Dracula


Série télé d’épouvante

Mark Gatiss et Steven Moffat

2020

Claes Bang, Dolly Wells…


Hongrie, 1897, Jonathan Harker, clerc de notaire britannique, est emprisonné dans un couvent. Le jeune homme maladif a fui le château du Comte Dracula, situé en Transylvanie. Sœur Agatha veut toute la vérité sur son histoire… Harker s’était rendu dans la demeure de Dracula, qui souhaitait acquérir une propriété en Angleterre. A peine arrivé, le Comte lui commanda de prolonger son séjour d’un mois…


Cette série comprend trois épisodes d’1h30. Le premier volet est axé sur Jonathan Harker et son séjour dans le château de Dracula.
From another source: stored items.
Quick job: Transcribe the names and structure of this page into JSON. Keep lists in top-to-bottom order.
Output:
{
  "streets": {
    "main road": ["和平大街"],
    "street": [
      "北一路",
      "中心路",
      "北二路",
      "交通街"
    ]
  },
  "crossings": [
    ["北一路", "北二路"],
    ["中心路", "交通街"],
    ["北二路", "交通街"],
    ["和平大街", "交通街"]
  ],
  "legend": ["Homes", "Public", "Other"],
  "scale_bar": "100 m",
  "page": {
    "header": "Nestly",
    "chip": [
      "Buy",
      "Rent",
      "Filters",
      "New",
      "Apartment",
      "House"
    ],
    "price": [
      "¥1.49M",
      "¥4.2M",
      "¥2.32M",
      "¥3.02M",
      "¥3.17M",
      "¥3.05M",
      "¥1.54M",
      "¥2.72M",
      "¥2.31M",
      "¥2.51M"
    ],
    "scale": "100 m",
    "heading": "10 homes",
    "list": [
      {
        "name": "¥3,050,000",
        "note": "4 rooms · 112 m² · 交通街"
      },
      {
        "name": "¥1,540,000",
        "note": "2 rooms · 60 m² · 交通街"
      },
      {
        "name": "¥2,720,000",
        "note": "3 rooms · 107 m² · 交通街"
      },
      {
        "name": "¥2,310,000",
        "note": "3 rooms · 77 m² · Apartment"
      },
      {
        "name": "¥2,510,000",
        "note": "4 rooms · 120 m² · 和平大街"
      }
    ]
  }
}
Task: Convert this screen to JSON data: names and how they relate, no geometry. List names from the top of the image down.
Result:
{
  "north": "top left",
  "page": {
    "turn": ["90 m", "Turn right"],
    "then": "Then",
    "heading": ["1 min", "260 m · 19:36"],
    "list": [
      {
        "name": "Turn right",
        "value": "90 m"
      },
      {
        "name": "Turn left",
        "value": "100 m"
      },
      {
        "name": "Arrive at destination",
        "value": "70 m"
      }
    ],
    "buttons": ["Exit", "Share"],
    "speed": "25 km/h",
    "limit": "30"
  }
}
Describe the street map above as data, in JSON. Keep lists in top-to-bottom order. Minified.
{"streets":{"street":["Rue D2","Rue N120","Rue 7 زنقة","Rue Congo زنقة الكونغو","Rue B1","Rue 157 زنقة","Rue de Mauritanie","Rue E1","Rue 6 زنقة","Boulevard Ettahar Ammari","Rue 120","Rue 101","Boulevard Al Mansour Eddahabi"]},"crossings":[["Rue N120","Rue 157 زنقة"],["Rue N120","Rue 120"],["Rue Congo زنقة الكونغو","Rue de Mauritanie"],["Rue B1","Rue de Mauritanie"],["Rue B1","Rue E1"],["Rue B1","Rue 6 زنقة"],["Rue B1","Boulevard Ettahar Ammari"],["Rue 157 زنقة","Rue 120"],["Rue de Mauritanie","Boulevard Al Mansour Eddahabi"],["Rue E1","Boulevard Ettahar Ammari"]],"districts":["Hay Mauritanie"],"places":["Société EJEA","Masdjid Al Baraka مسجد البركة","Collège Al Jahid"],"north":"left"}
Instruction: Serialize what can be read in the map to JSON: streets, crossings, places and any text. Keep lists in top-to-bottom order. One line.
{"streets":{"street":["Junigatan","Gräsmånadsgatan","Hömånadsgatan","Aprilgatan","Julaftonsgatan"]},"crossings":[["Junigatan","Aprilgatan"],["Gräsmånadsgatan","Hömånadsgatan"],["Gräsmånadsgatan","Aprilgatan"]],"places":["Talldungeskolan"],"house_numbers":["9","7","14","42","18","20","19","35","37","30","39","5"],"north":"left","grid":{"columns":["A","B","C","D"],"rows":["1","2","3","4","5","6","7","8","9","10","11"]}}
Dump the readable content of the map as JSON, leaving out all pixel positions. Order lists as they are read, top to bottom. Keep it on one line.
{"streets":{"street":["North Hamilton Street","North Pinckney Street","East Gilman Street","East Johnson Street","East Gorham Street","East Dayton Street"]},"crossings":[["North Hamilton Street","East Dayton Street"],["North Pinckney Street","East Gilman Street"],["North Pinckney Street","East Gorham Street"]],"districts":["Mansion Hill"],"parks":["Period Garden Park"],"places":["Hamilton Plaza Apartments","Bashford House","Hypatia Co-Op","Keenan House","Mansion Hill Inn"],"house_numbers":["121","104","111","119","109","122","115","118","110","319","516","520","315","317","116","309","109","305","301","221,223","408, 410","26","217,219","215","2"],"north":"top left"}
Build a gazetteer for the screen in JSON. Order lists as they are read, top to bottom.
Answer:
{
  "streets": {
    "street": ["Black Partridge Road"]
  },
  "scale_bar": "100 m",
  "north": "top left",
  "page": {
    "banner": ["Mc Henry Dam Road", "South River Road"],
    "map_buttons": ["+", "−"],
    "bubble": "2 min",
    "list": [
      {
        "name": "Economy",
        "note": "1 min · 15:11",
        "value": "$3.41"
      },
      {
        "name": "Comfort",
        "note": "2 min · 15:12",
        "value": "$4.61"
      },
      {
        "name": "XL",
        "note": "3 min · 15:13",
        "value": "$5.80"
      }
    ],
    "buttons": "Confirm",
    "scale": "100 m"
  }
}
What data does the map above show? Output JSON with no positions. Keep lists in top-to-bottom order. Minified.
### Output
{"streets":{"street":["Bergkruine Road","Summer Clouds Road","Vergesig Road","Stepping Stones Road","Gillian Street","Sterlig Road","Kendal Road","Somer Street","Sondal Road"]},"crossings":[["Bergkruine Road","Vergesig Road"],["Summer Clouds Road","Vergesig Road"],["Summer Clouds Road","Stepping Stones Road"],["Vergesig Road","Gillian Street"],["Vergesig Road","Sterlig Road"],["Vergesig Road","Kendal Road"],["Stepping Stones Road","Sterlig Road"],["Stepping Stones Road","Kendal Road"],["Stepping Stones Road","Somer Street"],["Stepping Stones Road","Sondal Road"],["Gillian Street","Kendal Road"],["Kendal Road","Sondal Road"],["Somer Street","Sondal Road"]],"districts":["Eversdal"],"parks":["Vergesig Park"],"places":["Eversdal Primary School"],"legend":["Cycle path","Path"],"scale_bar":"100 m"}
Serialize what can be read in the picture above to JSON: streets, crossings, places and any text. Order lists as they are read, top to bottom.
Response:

Le deuxième porte sur le navire « le Demeter » qui transporte Dracula en Angleterre durant quatre semaines. Le troisième se passe 123 ans plus tard, alors que Dracula ressuscite en Angleterre.


Dracula semble être le seul vampire en pleine possession de ses moyens. Ses victimes contaminées tombent malades et perdent leurs ongles. Quelques-unes finissent par se changer en mort-vivants, sortes de vampires inachevés privés d’intelligence. Dracula recherche des épouses qui pourraient conserver leur esprit intact après leur transformation.

Lorsqu’il absorbe le sang de ses proies, Dracula assimile également leurs souvenirs ainsi que leurs connaissances (langue et culture). Il rajeunit nettement avec un apport régulier de sang frais, mais ne peut pas ingérer du sang vicié de personnes malades. Il a du mal à se maîtriser en présence de sang frais. Sous l’effet de la soif ou lorsqu’il attaque, son apparence se modifie (yeux rouges et crocs saillants). Dracula dispose d’ongles particulièrement tranchants. Le vampire n’a plus de pouls et ne ressent plus le besoin de respirer, ni de boire ou manger.

Le vampire possède des capacités physiques supérieures (vitesse, force, sens accrus, résistance et insensibilité aux blessures par balles) ainsi qu’une foule de pouvoirs surnaturels (lecture des pensées, transformation en loup, contrôle animal, influence sur la météo, création d’illusions, déplacement au plafond ou le long des parois).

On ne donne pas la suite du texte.